Problem details - Go through the data below and copy each line where the word "overflow" occurs.

Dataset records -
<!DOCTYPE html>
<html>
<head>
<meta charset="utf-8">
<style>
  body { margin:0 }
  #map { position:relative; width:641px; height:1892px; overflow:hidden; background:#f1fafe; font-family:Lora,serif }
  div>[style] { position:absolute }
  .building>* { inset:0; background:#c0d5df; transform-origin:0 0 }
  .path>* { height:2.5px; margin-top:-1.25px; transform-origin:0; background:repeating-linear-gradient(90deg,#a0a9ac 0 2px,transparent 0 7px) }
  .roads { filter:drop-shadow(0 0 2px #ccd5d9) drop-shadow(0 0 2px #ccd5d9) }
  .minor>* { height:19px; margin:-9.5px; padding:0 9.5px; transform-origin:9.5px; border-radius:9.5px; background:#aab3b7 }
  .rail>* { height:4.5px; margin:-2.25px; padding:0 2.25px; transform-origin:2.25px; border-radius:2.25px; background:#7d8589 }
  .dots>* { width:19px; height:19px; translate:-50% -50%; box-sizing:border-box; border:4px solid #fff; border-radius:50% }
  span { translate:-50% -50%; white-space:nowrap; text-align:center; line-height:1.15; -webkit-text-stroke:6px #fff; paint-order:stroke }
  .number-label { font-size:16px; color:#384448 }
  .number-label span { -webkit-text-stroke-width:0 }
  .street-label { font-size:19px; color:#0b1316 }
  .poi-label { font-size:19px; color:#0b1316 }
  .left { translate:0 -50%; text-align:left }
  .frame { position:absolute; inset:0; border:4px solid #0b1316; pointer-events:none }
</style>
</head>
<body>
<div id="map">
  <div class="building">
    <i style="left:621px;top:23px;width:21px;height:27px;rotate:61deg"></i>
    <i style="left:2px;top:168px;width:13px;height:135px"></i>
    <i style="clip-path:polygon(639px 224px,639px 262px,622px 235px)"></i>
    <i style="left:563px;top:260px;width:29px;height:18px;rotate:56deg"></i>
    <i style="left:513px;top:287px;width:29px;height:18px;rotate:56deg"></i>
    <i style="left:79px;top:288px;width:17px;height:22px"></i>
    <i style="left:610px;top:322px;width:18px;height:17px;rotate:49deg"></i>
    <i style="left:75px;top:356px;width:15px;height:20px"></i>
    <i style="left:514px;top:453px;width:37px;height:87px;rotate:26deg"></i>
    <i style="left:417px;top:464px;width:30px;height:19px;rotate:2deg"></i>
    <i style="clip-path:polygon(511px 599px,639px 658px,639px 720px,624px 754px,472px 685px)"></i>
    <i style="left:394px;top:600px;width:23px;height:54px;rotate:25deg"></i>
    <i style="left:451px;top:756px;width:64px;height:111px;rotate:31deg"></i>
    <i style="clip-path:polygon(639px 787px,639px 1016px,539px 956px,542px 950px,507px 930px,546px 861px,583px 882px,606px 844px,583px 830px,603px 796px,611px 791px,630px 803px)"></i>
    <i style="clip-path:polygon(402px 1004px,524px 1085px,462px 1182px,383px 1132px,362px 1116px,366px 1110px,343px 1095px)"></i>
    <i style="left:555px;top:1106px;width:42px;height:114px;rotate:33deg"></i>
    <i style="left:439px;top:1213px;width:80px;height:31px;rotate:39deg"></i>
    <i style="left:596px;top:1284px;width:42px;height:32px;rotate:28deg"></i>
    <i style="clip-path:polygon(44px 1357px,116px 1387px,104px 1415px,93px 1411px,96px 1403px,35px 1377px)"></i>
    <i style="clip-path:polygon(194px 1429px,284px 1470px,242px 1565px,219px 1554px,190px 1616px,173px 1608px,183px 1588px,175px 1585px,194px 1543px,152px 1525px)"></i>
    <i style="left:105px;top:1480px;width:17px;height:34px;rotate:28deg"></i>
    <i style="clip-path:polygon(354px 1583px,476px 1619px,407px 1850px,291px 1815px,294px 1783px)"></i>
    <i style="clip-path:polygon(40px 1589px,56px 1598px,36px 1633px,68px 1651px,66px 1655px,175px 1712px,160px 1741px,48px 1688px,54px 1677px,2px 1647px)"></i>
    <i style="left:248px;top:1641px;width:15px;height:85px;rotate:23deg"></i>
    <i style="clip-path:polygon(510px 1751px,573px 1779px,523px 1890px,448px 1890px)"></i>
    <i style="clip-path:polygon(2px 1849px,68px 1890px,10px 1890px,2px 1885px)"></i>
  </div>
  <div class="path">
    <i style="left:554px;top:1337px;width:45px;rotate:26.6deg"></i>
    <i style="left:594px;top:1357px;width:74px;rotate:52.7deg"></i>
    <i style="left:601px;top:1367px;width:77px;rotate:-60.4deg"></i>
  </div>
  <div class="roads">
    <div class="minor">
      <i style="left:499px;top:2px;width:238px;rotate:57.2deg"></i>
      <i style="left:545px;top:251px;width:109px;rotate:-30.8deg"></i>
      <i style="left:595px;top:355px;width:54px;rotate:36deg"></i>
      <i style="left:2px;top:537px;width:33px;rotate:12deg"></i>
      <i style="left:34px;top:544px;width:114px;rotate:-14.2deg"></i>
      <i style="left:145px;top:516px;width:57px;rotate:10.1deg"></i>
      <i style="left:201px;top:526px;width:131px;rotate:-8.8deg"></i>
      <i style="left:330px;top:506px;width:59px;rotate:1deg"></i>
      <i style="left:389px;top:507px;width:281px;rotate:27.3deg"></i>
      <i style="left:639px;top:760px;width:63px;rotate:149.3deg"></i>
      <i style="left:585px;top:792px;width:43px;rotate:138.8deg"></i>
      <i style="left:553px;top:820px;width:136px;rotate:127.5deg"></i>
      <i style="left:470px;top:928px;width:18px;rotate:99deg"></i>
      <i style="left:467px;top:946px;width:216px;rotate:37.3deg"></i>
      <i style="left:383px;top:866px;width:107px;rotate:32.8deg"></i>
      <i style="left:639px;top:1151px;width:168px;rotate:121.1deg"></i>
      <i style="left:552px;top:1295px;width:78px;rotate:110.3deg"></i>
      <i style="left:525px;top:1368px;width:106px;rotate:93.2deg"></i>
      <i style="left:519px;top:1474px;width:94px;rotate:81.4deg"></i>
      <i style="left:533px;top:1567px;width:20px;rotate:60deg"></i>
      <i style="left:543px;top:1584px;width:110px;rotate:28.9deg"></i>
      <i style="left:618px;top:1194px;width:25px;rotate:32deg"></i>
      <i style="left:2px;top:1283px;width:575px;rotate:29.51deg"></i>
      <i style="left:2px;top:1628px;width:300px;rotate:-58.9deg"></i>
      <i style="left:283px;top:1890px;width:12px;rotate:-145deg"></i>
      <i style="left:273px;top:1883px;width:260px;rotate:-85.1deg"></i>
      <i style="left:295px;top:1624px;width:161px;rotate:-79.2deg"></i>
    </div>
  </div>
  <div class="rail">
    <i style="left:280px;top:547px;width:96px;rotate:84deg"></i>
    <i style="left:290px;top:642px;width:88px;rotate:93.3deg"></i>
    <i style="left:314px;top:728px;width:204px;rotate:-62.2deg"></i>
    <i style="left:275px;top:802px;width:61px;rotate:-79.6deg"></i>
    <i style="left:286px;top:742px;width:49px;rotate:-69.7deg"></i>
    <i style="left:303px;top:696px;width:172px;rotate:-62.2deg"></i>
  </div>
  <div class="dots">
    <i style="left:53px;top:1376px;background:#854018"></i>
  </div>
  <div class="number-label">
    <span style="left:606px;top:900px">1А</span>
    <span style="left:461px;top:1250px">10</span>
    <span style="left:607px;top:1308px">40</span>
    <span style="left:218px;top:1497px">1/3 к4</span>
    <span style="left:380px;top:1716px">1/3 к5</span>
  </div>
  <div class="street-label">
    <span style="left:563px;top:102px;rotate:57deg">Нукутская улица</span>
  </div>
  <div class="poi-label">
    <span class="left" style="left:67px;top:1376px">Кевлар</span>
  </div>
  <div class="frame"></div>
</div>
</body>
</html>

---

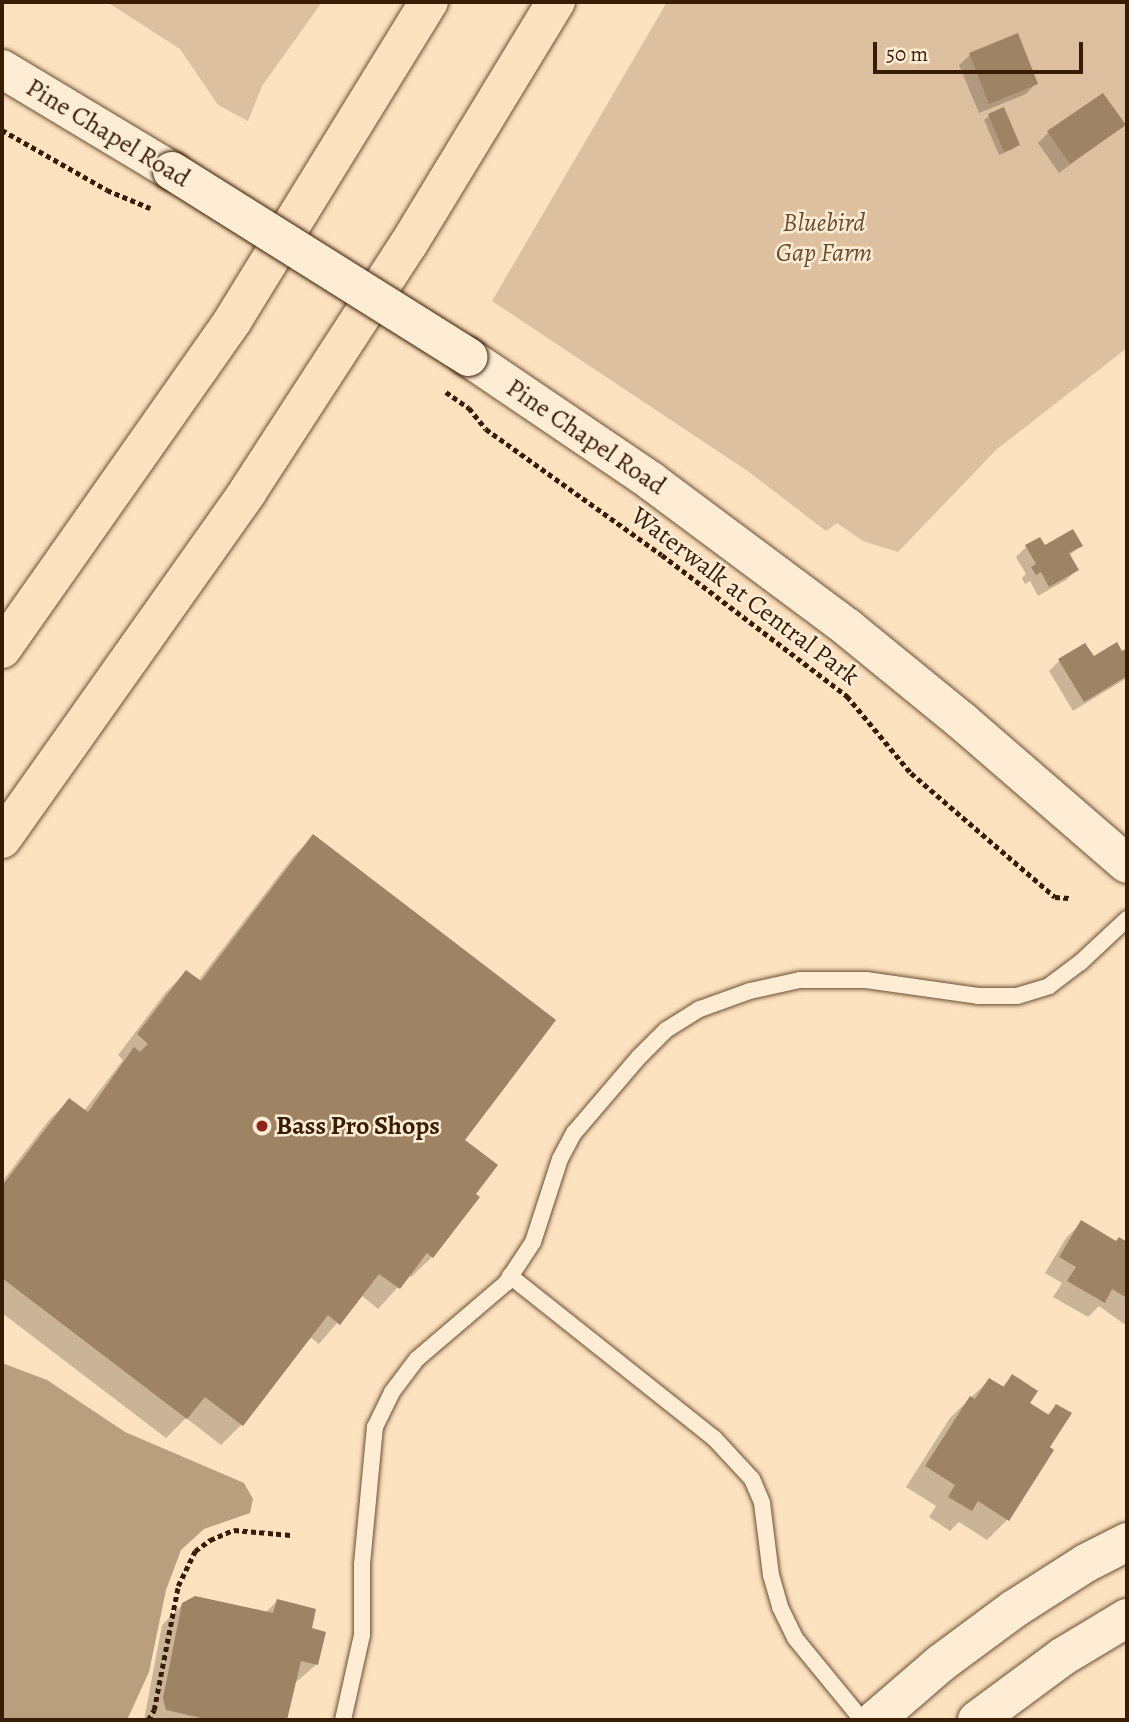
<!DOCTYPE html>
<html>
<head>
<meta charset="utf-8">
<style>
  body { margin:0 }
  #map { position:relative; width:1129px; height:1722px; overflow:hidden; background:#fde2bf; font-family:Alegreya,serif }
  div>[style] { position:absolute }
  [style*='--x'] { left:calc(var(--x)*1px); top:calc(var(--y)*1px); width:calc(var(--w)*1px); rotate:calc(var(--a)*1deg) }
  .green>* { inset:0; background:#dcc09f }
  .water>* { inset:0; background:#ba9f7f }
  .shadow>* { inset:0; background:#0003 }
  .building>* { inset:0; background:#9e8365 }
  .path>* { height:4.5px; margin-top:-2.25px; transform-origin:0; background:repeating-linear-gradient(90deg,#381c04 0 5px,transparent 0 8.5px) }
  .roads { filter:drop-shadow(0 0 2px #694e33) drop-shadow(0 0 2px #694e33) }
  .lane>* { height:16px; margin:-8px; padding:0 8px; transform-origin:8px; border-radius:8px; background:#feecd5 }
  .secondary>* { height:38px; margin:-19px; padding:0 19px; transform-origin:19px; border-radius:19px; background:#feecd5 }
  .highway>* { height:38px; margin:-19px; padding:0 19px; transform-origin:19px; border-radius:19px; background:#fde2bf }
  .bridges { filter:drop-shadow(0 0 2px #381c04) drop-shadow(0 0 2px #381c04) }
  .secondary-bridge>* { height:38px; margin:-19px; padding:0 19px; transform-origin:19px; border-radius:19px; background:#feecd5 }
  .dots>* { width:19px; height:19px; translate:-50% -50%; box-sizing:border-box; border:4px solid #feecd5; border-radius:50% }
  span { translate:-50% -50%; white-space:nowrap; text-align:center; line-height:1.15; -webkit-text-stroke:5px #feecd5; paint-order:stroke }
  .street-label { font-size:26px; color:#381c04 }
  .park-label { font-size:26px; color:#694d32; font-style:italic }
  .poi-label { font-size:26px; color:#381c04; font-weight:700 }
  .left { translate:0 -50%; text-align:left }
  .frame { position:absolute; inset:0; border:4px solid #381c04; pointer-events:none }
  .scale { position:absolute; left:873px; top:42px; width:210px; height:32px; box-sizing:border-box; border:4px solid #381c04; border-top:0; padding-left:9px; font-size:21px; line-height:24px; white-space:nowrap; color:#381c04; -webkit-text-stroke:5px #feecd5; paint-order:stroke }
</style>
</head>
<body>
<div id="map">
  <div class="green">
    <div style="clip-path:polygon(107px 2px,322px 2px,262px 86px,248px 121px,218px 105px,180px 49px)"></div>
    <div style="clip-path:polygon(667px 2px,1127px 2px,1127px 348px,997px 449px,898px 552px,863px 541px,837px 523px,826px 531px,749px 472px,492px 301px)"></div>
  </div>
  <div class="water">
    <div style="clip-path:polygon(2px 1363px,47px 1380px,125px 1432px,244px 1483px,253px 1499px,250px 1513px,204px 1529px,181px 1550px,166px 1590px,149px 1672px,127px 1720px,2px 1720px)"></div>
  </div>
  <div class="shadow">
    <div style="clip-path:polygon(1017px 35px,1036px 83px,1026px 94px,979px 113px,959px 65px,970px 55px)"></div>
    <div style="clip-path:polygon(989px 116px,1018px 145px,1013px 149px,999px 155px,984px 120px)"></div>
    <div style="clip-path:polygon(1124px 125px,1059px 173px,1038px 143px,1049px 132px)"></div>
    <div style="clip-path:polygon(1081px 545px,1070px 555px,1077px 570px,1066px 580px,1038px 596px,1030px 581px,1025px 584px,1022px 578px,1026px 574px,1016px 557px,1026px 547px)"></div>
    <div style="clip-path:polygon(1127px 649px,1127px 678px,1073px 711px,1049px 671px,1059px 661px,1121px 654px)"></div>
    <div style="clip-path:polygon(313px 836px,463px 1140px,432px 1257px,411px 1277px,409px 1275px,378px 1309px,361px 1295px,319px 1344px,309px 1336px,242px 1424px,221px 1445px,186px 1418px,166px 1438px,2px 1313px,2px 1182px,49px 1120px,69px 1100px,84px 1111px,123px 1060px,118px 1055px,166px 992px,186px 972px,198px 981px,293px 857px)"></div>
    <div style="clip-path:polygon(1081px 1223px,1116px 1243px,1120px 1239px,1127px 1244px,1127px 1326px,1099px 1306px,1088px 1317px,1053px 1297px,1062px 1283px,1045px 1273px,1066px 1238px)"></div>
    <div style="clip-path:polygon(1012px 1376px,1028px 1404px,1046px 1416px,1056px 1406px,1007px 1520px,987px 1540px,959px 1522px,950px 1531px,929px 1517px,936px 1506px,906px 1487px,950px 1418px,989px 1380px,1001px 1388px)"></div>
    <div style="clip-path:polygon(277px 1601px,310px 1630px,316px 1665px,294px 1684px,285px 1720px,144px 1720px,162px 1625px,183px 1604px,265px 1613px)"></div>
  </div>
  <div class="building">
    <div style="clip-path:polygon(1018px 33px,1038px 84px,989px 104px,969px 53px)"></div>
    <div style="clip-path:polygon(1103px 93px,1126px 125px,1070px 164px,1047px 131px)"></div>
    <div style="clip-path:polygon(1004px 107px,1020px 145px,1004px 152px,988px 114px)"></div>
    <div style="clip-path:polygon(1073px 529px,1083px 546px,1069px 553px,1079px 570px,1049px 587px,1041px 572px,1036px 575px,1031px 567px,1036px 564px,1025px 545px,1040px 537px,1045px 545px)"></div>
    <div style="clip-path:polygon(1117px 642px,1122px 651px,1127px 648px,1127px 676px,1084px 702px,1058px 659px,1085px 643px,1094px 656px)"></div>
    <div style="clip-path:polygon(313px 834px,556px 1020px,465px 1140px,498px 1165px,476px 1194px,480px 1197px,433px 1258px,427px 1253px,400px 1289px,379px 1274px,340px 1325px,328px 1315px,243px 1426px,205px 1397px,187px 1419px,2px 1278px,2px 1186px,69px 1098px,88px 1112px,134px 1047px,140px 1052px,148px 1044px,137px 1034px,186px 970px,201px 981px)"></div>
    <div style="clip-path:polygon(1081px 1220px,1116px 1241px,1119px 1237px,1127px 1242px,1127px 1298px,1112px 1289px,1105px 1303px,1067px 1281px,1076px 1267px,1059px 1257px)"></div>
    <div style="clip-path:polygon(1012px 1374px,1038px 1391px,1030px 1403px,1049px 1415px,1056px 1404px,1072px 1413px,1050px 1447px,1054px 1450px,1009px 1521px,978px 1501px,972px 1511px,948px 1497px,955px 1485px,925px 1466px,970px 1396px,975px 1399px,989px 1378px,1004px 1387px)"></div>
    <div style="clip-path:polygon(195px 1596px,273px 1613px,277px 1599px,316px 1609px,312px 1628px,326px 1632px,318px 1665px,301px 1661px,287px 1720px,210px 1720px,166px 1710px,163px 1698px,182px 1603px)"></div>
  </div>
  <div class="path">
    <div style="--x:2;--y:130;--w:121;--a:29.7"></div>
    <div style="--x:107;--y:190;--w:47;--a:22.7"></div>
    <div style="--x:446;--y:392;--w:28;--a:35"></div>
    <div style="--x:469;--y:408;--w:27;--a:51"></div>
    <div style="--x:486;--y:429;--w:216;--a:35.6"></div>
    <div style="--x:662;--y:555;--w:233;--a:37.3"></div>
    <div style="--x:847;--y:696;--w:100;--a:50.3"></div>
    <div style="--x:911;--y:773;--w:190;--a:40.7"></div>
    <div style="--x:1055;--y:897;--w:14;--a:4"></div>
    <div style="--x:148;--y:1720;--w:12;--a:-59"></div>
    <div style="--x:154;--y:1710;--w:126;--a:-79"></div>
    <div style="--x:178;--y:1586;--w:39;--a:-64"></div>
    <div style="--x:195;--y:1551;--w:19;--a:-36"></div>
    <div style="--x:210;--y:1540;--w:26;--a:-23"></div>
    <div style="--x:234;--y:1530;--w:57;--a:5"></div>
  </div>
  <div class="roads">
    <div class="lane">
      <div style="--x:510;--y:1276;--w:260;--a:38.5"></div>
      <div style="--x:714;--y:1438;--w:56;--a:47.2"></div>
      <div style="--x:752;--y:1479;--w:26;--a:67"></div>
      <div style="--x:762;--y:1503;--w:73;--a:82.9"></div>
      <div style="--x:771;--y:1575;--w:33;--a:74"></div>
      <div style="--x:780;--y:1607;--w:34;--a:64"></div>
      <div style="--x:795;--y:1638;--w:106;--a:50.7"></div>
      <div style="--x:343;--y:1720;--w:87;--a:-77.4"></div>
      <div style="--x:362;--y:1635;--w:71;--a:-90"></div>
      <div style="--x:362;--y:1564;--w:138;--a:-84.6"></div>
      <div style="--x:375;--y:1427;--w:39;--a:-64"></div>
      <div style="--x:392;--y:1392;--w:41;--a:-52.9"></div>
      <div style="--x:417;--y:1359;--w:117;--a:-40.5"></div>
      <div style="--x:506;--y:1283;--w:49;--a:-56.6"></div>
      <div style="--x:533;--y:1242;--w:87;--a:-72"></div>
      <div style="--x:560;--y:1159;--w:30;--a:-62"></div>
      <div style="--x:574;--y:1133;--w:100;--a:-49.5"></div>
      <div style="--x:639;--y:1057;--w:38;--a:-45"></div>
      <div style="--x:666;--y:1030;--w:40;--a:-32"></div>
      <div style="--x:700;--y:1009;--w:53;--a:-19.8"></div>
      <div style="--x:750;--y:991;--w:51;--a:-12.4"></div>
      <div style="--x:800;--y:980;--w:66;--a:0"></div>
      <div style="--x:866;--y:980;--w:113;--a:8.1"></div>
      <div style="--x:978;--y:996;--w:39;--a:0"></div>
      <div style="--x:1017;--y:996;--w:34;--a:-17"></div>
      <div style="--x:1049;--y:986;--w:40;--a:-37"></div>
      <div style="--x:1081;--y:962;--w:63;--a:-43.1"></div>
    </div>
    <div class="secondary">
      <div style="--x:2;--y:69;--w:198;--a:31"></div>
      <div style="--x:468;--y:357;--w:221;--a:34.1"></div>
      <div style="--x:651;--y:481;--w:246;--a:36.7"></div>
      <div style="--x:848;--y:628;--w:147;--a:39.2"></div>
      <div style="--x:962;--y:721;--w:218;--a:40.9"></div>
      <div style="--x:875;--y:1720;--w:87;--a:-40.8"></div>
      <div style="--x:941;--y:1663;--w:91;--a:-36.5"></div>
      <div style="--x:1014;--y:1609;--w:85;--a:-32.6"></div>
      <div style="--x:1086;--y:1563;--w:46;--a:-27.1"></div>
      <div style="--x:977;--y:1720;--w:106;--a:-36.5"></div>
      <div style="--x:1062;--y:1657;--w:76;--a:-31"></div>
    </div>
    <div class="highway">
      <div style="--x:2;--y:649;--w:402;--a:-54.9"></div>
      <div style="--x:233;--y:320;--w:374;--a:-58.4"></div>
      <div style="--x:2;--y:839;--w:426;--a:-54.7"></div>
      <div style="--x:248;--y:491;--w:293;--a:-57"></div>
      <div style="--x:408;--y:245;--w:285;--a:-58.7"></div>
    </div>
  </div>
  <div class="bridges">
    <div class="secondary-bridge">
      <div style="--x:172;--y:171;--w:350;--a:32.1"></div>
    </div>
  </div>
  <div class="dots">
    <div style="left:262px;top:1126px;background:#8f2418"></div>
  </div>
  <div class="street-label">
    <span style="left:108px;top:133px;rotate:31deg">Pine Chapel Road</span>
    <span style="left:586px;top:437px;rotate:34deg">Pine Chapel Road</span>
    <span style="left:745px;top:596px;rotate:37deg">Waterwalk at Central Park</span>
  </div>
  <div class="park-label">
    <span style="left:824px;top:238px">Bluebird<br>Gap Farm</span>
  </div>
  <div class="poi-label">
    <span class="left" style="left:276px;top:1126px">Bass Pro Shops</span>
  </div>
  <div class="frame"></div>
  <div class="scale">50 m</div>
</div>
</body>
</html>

Written solution -
  #map { position:relative; width:641px; height:1892px; overflow:hidden; background:#f1fafe; font-family:Lora,serif }
  #map { position:relative; width:1129px; height:1722px; overflow:hidden; background:#fde2bf; font-family:Alegreya,serif }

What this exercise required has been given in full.